- Born: March 7, 1877 Hoboken, New Jersey
- Died: February 9, 1943 (aged 65)
- Education: Stevens Institute of Technology
- Known for: Fire extinguishers
- Scientific career
- Fields: Fire suppression
- Workplaces: Kidde

= Walter Kidde =

American businessman (1877–1943)

Walter Kidde (/ˈkɪdə/; March 7, 1877 - February 9, 1943) was an American businessman. He was the owner of the Kidde company which manufactured fire extinguishers. His parents immigrated to the United States from Bohemia. Kidde graduated from Stevens Institute of Technology in 1897. He died of a heart attack in 1943 at the age of 65.

==Career==

At the age of 23, Walter Kidde opened Walter Kidde & Company. Walter Kidde & Company helped build ship yards at Port Newark and Kearny. He later joined the New Jersey State Highway Commission. During his time there, he oversaw the first traffic circle in Camden, the first clover-leaf intersection and most importantly the Pulaski Skyway in 1932. Even though he had no railroad experience, Walter Kidde was the court appointed trustee of the bankrupt New York, Susquehanna and Western Railway from July 24, 1937 until his death in 1943.

==Walter Kidde & Company==

Walter Kidde & Company started out as a construction company, but slowly grew into a fire suppression company. In 1918 Walter Kidde & Company purchased the rights to the "Rich" system for on board fire detection and suppression. The problem with this system was steam was used to put out fire, which then caused considerable damage to the cargo on the ship. Kidde came up with the solution to use carbon dioxide instead of steam. This new design had one drawback, the carbon dioxide was not being released fast enough. In order to solve this problem, he bought the rights to a patent for a siphoning device. With this system Walter Kidde & Company released the first portable carbon dioxide fire extinguisher and the first built in industrial system. In 1926 Walter Kidde & Company helped the US Navy design a system to prevent engines on airplanes from catching fire.

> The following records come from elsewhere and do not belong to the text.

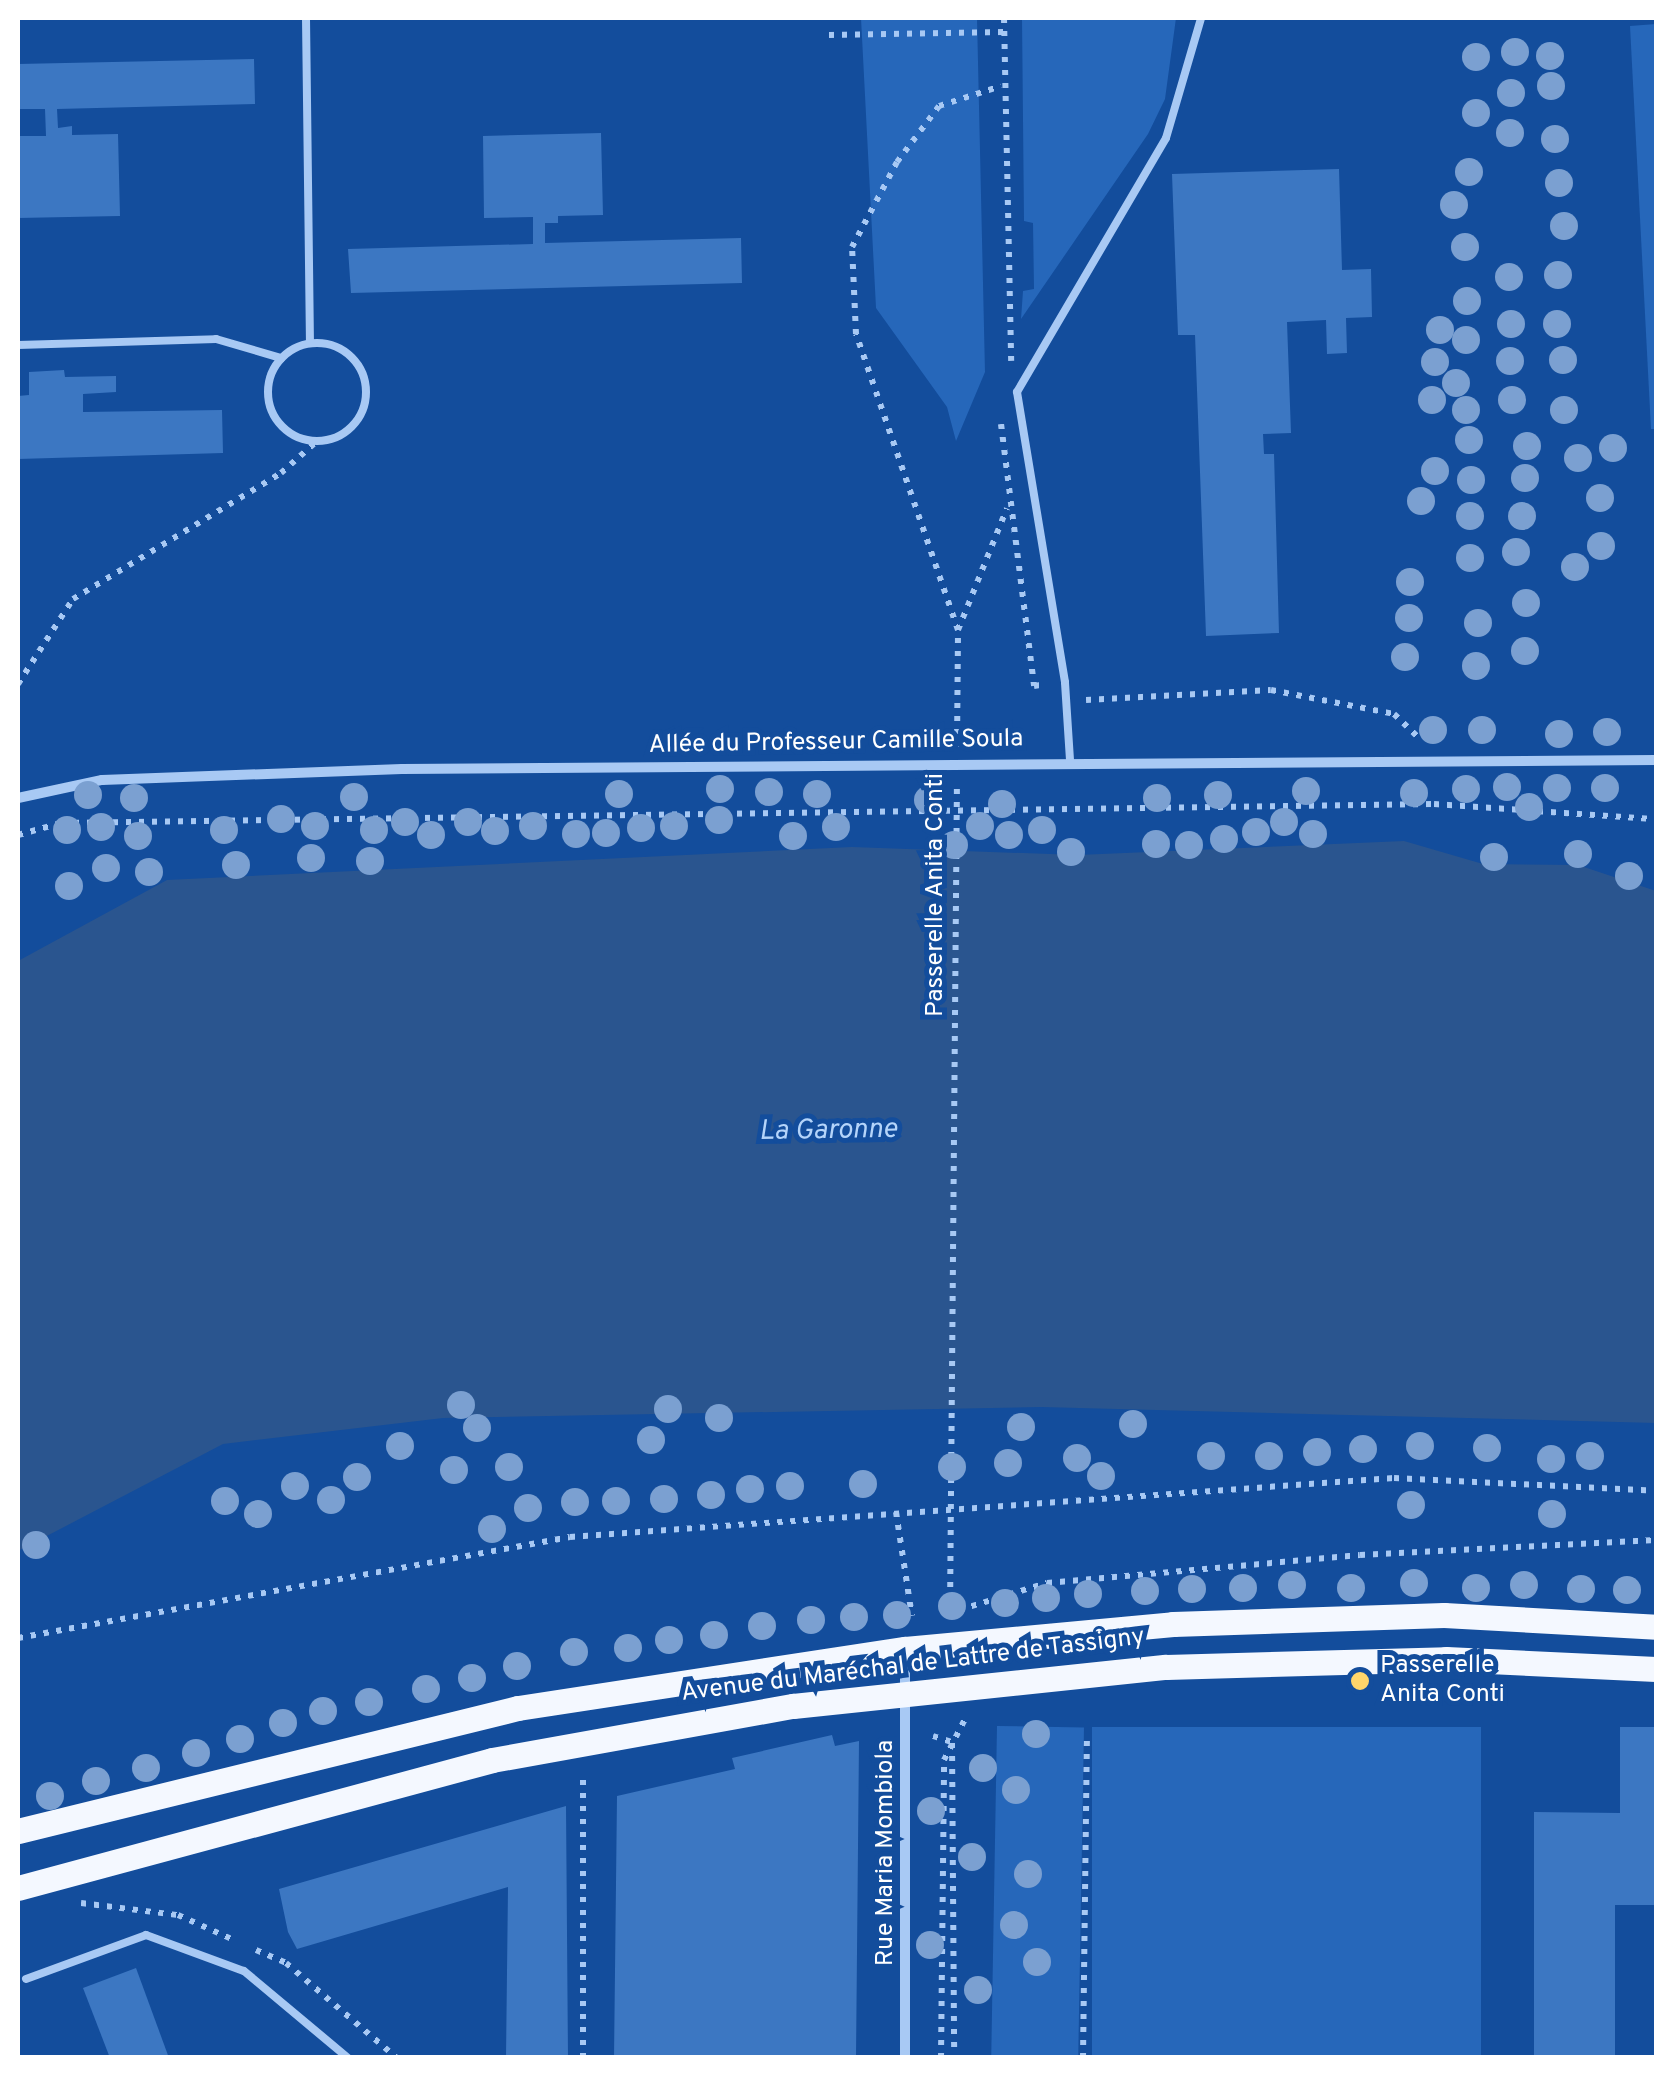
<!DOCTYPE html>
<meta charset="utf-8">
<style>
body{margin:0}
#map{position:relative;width:1674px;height:2075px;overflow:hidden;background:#134d9c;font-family:Overpass,sans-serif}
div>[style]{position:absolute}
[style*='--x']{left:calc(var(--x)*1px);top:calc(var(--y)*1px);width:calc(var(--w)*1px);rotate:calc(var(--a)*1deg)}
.green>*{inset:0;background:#2667ba;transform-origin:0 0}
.water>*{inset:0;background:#2a558f}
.building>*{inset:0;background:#3c77c2}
.path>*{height:6px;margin-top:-3px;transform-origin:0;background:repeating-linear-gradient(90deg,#a8c9f4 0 5px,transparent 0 13px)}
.lane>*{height:8px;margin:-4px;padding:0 4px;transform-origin:4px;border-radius:4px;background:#a8c9f4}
.lane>.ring{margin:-4px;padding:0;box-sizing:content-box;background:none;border:8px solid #a8c9f4;border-radius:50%}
.street>*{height:10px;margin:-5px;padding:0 5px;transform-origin:5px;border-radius:5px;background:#a8c9f4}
.primary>*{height:25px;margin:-12.5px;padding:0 12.5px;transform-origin:12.5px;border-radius:12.5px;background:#f4f8ff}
.trees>*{width:28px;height:28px;margin:-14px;border-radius:50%;background:#7ba0d1}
.dots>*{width:28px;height:28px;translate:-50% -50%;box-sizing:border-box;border:5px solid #134d9c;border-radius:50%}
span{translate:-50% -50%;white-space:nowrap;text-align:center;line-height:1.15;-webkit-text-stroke:10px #134d9c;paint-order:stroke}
.street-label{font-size:25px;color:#fff}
.poi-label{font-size:25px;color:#fff}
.left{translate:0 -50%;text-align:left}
.water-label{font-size:28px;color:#b4d4fa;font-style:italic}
.frame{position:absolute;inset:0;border:20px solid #fff;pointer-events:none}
</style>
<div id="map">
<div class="green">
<i style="clip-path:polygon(861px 18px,977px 18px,985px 372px,956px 441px,947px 407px,876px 308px)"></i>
<i style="clip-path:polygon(1022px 18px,1176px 18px,1165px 99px,1148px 134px,1021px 319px,1023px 291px,1034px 289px,1033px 223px,1024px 221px)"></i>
<i style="clip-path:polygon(1656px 24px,1656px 429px,1651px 429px,1630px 26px)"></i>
<i style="left:997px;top:1726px;width:87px;height:331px;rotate:1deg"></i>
<i style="left:1092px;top:1727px;width:389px;height:330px"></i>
</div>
<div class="water">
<i style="clip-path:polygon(1404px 841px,1483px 864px,1578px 865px,1656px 891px,1656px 1423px,1041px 1407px,443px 1418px,223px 1444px,18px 1551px,18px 961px,167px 880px,852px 847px,1078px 855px)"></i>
</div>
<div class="building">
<i style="clip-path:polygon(254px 59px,255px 104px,57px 109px,58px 128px,72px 126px,72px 135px,118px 134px,120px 216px,18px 218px,18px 136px,46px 136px,45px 109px,18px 109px,18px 64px)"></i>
<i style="clip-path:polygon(601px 133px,603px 215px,558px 216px,558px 223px,545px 223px,545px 243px,741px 238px,742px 283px,351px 293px,348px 249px,533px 244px,533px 217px,484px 218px,483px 136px)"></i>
<i style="clip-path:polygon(1339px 169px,1342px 270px,1371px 269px,1372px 317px,1346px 318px,1347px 353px,1327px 354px,1326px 320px,1287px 322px,1291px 433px,1263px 434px,1264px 454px,1274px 454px,1279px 633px,1206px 636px,1195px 335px,1178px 335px,1172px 174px)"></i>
<i style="clip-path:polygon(64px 370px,65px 377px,116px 376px,116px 392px,83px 394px,83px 412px,222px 410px,223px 453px,18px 459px,18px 396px,29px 395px,29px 372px)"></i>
<i style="clip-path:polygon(1620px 1727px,1656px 1727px,1656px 1905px,1615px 1905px,1615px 2058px,1534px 2058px,1534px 1812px,1620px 1813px)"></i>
<i style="clip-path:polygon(832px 1735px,835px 1746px,859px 1741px,856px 2058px,614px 2058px,617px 1796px,735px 1769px,732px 1758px)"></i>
<i style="clip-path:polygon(566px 1806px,568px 2058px,506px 2058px,508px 1887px,297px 1949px,288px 1932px,279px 1889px)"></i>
<i style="clip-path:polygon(136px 1968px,169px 2058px,110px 2058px,83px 1988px)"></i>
</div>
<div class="path">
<i style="--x:1004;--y:18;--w:343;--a:88.8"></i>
<i style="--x:829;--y:35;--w:175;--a:-1"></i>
<i style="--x:1001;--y:424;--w:264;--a:82.8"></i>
<i style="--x:1034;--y:686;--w:12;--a:-9"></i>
<i style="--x:958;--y:630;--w:131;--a:-68.1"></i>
<i style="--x:18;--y:684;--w:101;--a:-57.1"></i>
<i style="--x:73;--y:599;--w:243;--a:-31.2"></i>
<i style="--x:281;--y:473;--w:47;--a:-41.5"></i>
<i style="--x:1086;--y:700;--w:185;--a:-3.1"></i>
<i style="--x:1271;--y:690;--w:125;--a:11"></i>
<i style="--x:1394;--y:714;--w:37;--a:44"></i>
<i style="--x:957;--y:747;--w:117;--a:-89.5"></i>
<i style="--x:958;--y:630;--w:313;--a:-109"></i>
<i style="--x:856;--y:334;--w:87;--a:-92.6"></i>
<i style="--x:852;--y:247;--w:96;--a:-62.1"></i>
<i style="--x:897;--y:162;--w:70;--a:-53.1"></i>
<i style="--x:939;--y:106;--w:65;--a:-17.9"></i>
<i style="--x:18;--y:835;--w:45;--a:-15.6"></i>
<i style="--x:61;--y:823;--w:1373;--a:-0.79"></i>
<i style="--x:1434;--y:804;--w:223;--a:3.9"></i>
<i style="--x:896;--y:1512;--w:105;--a:81.3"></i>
<i style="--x:959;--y:1610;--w:92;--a:-17.1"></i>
<i style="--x:1047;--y:1583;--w:314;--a:-5.1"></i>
<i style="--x:1360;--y:1555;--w:296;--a:-2.9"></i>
<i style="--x:950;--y:1613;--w:829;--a:-89.52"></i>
<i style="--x:18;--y:1638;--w:561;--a:-10.37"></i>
<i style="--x:570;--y:1537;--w:826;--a:-4.1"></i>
<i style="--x:1394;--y:1478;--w:262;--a:2.8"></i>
<i style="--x:933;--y:1736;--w:20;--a:18"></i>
<i style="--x:952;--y:1743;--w:315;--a:89.6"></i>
<i style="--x:81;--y:1903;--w:98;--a:7.1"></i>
<i style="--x:178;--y:1915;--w:64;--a:24.1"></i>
<i style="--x:256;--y:1950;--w:33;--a:23"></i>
<i style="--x:286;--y:1963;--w:146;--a:40.6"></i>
<i style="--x:583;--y:2058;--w:284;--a:-90"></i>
<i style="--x:941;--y:2058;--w:298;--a:-89.4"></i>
<i style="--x:944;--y:1760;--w:46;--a:-62.9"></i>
<i style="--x:1083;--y:2058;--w:317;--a:-89.3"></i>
</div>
<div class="lane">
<i style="--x:306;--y:18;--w:325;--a:89.3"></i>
<i class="ring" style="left:268px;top:343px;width:90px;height:90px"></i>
<i style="--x:18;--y:345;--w:198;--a:-1.7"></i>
<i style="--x:216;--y:339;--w:68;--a:16.3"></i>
<i style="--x:1070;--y:760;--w:78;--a:-93.7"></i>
<i style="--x:1065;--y:682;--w:294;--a:-99.4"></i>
<i style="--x:1017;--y:392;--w:294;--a:-59.6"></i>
<i style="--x:1166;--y:138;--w:125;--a:-73.7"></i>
<i style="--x:26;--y:1979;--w:128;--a:-20.1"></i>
<i style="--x:146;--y:1935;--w:104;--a:20.2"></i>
<i style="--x:244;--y:1971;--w:136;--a:39.9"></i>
</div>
<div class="street">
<i style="--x:18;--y:798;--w:86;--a:-12.1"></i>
<i style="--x:102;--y:780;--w:300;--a:-2.1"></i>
<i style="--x:402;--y:769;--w:1254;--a:-0.41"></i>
<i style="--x:905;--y:2058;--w:408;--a:-90"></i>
</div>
<div class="primary">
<i style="--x:18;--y:1831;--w:515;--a:-13.82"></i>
<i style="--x:518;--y:1708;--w:391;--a:-8.7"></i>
<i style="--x:905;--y:1649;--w:269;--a:-5.3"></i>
<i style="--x:1173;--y:1624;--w:271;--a:-1.9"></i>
<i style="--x:1444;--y:1615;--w:212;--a:3.2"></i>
<i style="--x:18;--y:1888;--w:491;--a:-15.1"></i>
<i style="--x:492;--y:1760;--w:306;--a:-10.2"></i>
<i style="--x:793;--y:1706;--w:375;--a:-6"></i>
<i style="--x:1166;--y:1667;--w:280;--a:-1.6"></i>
<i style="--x:1446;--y:1659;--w:210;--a:2.7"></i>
</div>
<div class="trees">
<i style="left:1515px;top:52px"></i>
<i style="left:1550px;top:56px"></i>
<i style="left:1476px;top:57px"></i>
<i style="left:1551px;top:86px"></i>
<i style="left:1511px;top:93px"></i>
<i style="left:1476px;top:113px"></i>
<i style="left:1510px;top:133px"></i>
<i style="left:1555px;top:139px"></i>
<i style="left:1469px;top:172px"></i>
<i style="left:1559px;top:183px"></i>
<i style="left:1454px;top:205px"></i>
<i style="left:1564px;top:226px"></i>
<i style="left:1465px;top:247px"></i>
<i style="left:1558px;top:275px"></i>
<i style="left:1509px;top:277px"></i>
<i style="left:1467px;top:301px"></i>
<i style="left:1511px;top:324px"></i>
<i style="left:1557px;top:324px"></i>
<i style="left:1440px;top:330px"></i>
<i style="left:1466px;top:340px"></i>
<i style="left:1563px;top:360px"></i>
<i style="left:1510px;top:361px"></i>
<i style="left:1435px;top:362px"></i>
<i style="left:1456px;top:383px"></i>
<i style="left:1432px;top:400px"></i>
<i style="left:1512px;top:400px"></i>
<i style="left:1466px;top:410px"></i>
<i style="left:1564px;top:410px"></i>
<i style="left:1469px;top:440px"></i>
<i style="left:1527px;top:446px"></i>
<i style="left:1613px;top:448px"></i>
<i style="left:1578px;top:458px"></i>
<i style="left:1435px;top:471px"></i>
<i style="left:1525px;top:478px"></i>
<i style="left:1471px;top:480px"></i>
<i style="left:1600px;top:498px"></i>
<i style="left:1421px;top:501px"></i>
<i style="left:1470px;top:516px"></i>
<i style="left:1522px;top:516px"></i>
<i style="left:1601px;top:546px"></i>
<i style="left:1516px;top:552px"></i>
<i style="left:1470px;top:558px"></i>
<i style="left:1575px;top:567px"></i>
<i style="left:1410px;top:582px"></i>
<i style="left:1526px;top:603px"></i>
<i style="left:1409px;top:618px"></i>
<i style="left:1478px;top:623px"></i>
<i style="left:1525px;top:651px"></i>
<i style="left:1405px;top:657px"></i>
<i style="left:1476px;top:666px"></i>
<i style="left:1433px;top:730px"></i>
<i style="left:1482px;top:730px"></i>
<i style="left:1607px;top:732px"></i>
<i style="left:1559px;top:734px"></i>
<i style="left:1507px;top:787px"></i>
<i style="left:1557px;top:788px"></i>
<i style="left:1605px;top:788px"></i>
<i style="left:720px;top:789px"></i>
<i style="left:1466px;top:789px"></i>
<i style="left:1306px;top:791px"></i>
<i style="left:769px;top:792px"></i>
<i style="left:1414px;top:793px"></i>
<i style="left:619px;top:794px"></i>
<i style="left:817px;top:794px"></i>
<i style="left:88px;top:795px"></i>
<i style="left:1218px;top:795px"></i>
<i style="left:354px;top:797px"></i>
<i style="left:134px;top:798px"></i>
<i style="left:1157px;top:798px"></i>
<i style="left:928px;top:800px"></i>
<i style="left:1002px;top:804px"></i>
<i style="left:1529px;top:807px"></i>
<i style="left:281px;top:819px"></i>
<i style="left:719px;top:820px"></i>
<i style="left:405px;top:822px"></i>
<i style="left:468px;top:822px"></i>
<i style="left:1284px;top:822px"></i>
<i style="left:315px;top:826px"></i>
<i style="left:533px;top:826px"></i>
<i style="left:674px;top:826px"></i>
<i style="left:980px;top:826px"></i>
<i style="left:101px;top:827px"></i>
<i style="left:836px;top:827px"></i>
<i style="left:641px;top:828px"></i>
<i style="left:67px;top:830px"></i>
<i style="left:224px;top:830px"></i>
<i style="left:374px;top:830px"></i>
<i style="left:1042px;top:830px"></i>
<i style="left:495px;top:831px"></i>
<i style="left:1256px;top:832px"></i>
<i style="left:606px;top:833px"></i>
<i style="left:576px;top:834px"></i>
<i style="left:1313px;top:834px"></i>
<i style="left:431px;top:835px"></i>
<i style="left:1009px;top:835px"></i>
<i style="left:138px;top:836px"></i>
<i style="left:793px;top:836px"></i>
<i style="left:1224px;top:839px"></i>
<i style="left:1156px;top:844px"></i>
<i style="left:954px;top:845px"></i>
<i style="left:1189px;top:845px"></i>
<i style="left:1071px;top:852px"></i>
<i style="left:1578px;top:854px"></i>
<i style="left:1494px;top:857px"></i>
<i style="left:311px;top:858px"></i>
<i style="left:370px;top:861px"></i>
<i style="left:236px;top:865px"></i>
<i style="left:106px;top:868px"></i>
<i style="left:149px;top:872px"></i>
<i style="left:1629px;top:876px"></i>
<i style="left:69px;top:886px"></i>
<i style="left:461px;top:1405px"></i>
<i style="left:668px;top:1409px"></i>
<i style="left:719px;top:1418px"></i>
<i style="left:1133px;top:1424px"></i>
<i style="left:1021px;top:1427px"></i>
<i style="left:477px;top:1428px"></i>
<i style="left:651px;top:1440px"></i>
<i style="left:400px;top:1446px"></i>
<i style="left:1420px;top:1446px"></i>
<i style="left:1487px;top:1448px"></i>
<i style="left:1363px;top:1449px"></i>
<i style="left:1317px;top:1452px"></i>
<i style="left:1211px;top:1456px"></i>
<i style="left:1269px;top:1456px"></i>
<i style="left:1590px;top:1456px"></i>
<i style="left:1077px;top:1458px"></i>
<i style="left:1551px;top:1459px"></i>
<i style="left:1008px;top:1463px"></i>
<i style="left:509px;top:1467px"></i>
<i style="left:952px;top:1467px"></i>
<i style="left:454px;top:1470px"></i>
<i style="left:1101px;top:1476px"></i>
<i style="left:357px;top:1477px"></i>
<i style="left:863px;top:1484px"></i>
<i style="left:295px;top:1486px"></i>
<i style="left:790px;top:1486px"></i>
<i style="left:750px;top:1489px"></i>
<i style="left:711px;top:1495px"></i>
<i style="left:664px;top:1499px"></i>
<i style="left:331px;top:1500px"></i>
<i style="left:225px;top:1501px"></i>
<i style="left:616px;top:1501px"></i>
<i style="left:575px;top:1502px"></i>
<i style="left:1411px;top:1505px"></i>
<i style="left:528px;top:1508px"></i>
<i style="left:258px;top:1514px"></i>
<i style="left:1552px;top:1514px"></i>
<i style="left:492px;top:1529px"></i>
<i style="left:36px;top:1545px"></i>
<i style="left:1414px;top:1583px"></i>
<i style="left:1292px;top:1585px"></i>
<i style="left:1524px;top:1585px"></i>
<i style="left:1243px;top:1588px"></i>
<i style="left:1351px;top:1588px"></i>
<i style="left:1476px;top:1588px"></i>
<i style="left:1192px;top:1589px"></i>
<i style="left:1581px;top:1589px"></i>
<i style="left:1627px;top:1590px"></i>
<i style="left:1145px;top:1591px"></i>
<i style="left:1088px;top:1594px"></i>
<i style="left:1046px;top:1598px"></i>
<i style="left:1005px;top:1603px"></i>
<i style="left:952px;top:1606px"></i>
<i style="left:897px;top:1615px"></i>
<i style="left:854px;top:1617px"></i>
<i style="left:811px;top:1620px"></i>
<i style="left:762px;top:1626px"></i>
<i style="left:714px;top:1635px"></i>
<i style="left:669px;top:1640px"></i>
<i style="left:628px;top:1648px"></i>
<i style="left:574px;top:1652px"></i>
<i style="left:517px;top:1666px"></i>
<i style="left:472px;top:1678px"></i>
<i style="left:426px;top:1689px"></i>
<i style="left:369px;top:1702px"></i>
<i style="left:323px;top:1711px"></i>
<i style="left:283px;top:1723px"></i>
<i style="left:1036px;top:1734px"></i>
<i style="left:240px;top:1739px"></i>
<i style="left:196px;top:1753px"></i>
<i style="left:146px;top:1768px"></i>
<i style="left:983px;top:1768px"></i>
<i style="left:96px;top:1781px"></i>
<i style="left:1016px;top:1790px"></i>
<i style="left:50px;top:1796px"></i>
<i style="left:931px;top:1811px"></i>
<i style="left:972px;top:1857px"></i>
<i style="left:1028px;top:1874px"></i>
<i style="left:1014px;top:1925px"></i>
<i style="left:930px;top:1945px"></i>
<i style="left:1037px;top:1962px"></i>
<i style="left:978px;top:1990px"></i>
</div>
<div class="dots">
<i style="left:1360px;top:1681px;background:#ffd56a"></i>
</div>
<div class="street-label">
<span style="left:836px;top:743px;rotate:-1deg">Allée du Professeur Camille Soula</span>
<span style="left:936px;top:895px;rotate:-90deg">Passerelle Anita Conti</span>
<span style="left:913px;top:1666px;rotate:-7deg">Avenue du Maréchal de Lattre de Tassigny</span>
<span style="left:886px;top:1853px;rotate:-90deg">Rue Maria Mombiola</span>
</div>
<div class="poi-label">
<span class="left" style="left:1380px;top:1681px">Passerelle<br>Anita Conti</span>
</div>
<div class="water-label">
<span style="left:828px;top:1131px;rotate:-1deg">La Garonne</span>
</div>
<div class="frame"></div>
</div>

In the 1930s and the 1940s the Walter Kidde & Company experienced great growth reaching markets in Asia, Europe, Africa, and South America. World War II helped Walter Kidde & Company reach unprecedented sales. In 1938 Walter Kidde & Company had sales of $2 million, and by 1943 the company was producing over $60 million worth of war equipment. This massive increase in sales had Kidde wondering if he was fit to run such a large company. Walter Kidde & Company was hit with a huge backlog and was always behind schedule. This was because Walter Kidde & Company had to adapt their products that were meant for peacetime to those to be used during wartime. After Walter Kidde's death in 1943 the company was passed down to his son John Kidde.

==Boy Scouts==

Kidde was a great friend to Boy Scouting in the Montclair, New Jersey area. His engineering efforts and personal financial donations were instrumental in creating a dam of the Panther Brook (now known as Fox Brook) and resultant Lake Vreeland in 1917. The Lake is the centerpiece of Camp Glen Gray, Mahwah, NJ founded in 1917, which was the first purpose-built Boy Scout camp in New Jersey, and among the oldest still in existence in the US. Kidde was later honored with the Silver Beaver Award, the highest honor a scout council can bestow for volunteer efforts.

==Accomplishment==

- Chairman of the board of trustees of Stevens Institute of Technology
- Member of the New Jersey advisory board of the Public Works Administration
- President of the New Jersey Chamber of Commerce from 1935 to 1938

==Memorials==
Kidde is honored with the Walter Kidde Dinosaur Park.
Kidde received an honorary doctorate from Stevens Institute of Technology in 1935.
The Kidde building at Stevens Institute of Technology in Hoboken, New Jersey is named after Dr. Kidde.
Silver Beaver, BSA council-level Award;
Hall of Fame member, Friends of Camp Glen Gray, Mahwah, NJ.